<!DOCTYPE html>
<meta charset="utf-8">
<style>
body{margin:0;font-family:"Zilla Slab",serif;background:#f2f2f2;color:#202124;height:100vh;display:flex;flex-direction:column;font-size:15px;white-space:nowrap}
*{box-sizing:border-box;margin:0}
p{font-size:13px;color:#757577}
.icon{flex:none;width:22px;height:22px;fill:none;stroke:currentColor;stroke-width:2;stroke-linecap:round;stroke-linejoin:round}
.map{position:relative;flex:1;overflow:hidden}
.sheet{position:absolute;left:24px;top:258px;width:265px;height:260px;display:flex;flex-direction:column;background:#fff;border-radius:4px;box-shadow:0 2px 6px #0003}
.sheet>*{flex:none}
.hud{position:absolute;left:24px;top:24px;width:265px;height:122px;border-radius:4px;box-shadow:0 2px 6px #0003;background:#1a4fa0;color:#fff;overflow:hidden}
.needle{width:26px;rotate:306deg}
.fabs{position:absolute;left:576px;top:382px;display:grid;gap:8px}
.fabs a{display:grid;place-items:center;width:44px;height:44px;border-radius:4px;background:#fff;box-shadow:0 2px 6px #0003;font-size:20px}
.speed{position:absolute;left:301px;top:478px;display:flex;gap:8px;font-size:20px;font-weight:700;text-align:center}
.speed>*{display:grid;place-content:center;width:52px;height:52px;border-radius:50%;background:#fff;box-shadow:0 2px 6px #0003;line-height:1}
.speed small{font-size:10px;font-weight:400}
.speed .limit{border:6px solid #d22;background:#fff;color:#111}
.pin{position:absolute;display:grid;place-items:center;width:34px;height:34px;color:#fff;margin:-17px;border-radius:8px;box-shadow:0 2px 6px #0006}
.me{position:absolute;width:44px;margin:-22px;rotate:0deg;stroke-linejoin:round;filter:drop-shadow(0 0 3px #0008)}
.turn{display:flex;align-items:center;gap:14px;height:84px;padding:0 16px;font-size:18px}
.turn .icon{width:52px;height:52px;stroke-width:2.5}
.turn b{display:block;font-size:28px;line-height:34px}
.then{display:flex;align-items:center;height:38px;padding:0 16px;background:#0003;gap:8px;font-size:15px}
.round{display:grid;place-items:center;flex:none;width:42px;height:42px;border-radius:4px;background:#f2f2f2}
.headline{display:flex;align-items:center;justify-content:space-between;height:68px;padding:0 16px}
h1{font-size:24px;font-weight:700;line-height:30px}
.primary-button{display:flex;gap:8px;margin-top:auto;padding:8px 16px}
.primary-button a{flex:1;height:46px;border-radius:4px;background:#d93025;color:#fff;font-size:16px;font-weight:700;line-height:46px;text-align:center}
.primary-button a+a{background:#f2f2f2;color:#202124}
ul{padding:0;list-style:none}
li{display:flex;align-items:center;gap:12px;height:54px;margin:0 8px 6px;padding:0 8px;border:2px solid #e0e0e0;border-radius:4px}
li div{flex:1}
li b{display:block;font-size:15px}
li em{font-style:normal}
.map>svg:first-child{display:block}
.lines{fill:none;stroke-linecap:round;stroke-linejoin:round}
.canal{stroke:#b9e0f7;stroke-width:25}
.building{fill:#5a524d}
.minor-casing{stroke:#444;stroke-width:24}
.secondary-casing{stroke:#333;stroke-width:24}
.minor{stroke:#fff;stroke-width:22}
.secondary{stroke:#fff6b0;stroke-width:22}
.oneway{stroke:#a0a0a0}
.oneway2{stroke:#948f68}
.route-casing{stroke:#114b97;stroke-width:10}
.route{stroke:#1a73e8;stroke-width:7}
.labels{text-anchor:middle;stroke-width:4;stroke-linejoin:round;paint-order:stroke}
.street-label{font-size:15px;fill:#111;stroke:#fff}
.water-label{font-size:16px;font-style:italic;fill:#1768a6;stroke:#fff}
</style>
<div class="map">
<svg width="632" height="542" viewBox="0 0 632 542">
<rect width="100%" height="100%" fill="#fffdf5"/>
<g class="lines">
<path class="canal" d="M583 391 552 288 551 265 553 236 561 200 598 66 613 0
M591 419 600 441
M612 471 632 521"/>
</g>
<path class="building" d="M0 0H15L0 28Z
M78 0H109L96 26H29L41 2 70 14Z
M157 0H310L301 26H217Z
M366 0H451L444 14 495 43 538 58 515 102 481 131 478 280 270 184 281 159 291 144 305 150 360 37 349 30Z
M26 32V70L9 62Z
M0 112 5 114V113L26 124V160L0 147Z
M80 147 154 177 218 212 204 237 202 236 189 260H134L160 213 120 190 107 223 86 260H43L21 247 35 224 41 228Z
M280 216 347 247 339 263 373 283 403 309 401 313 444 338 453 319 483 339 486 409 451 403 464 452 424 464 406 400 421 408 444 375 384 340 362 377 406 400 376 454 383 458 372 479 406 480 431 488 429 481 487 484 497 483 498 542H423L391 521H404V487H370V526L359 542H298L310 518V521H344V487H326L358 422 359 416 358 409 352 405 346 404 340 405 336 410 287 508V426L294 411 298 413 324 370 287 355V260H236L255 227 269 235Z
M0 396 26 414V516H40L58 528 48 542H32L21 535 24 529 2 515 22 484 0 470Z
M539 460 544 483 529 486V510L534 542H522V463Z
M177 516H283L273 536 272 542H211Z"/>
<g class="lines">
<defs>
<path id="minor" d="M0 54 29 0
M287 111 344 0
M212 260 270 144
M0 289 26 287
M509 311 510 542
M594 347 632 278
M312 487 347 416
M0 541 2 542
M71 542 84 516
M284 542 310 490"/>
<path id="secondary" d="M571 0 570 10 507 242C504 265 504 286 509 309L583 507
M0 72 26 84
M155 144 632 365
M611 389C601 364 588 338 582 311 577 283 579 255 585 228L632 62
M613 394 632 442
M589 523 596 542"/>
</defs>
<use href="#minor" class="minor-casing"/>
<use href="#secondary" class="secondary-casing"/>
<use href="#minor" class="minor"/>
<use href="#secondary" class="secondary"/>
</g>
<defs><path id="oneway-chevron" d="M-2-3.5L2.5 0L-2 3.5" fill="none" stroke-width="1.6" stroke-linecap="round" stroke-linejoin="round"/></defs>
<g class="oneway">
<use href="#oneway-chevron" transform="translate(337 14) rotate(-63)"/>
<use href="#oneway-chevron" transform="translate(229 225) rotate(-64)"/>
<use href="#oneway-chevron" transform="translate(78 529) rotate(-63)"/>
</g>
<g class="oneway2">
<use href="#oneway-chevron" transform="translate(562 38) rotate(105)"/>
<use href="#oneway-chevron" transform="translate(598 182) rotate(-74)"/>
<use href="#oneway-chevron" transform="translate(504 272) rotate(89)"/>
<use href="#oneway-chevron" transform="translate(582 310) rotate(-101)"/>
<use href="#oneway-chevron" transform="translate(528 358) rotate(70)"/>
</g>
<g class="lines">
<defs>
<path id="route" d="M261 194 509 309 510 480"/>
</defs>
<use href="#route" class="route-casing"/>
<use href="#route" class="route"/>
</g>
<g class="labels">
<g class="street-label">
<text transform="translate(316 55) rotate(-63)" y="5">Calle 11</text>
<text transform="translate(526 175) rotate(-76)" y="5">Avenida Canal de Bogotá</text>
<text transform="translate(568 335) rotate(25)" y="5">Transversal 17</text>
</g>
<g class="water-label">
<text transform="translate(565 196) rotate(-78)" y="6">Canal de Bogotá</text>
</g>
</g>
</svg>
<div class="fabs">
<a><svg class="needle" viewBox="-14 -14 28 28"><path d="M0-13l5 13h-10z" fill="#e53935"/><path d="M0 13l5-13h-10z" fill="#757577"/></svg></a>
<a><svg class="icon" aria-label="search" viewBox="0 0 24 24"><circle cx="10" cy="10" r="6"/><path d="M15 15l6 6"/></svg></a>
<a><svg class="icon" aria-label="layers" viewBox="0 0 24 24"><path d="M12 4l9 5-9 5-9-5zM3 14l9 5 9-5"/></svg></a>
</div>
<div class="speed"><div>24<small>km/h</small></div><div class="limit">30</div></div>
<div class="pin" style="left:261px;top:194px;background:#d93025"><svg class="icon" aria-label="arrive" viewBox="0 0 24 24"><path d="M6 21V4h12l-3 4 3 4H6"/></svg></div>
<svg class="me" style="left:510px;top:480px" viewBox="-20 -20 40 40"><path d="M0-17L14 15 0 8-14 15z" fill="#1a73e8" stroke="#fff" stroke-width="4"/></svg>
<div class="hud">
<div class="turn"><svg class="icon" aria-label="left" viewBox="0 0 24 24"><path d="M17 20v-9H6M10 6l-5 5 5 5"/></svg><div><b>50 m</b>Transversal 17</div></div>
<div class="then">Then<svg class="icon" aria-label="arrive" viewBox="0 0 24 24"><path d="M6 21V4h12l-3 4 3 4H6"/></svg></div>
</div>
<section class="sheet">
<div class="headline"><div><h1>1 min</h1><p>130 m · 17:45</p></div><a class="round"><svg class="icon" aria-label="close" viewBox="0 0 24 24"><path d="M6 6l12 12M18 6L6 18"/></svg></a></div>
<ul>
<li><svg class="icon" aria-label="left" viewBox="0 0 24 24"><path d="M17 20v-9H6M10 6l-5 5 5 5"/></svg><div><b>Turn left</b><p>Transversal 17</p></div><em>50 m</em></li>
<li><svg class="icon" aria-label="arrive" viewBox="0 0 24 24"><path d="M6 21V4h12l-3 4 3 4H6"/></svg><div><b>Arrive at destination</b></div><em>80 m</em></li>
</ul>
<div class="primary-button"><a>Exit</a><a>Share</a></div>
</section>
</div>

Your task —
Whenever a line in the entries holds the word "limit", copy that line.

Expected answer —
.speed .limit{border:6px solid #d22;background:#fff;color:#111}
<div class="speed"><div>24<small>km/h</small></div><div class="limit">30</div></div>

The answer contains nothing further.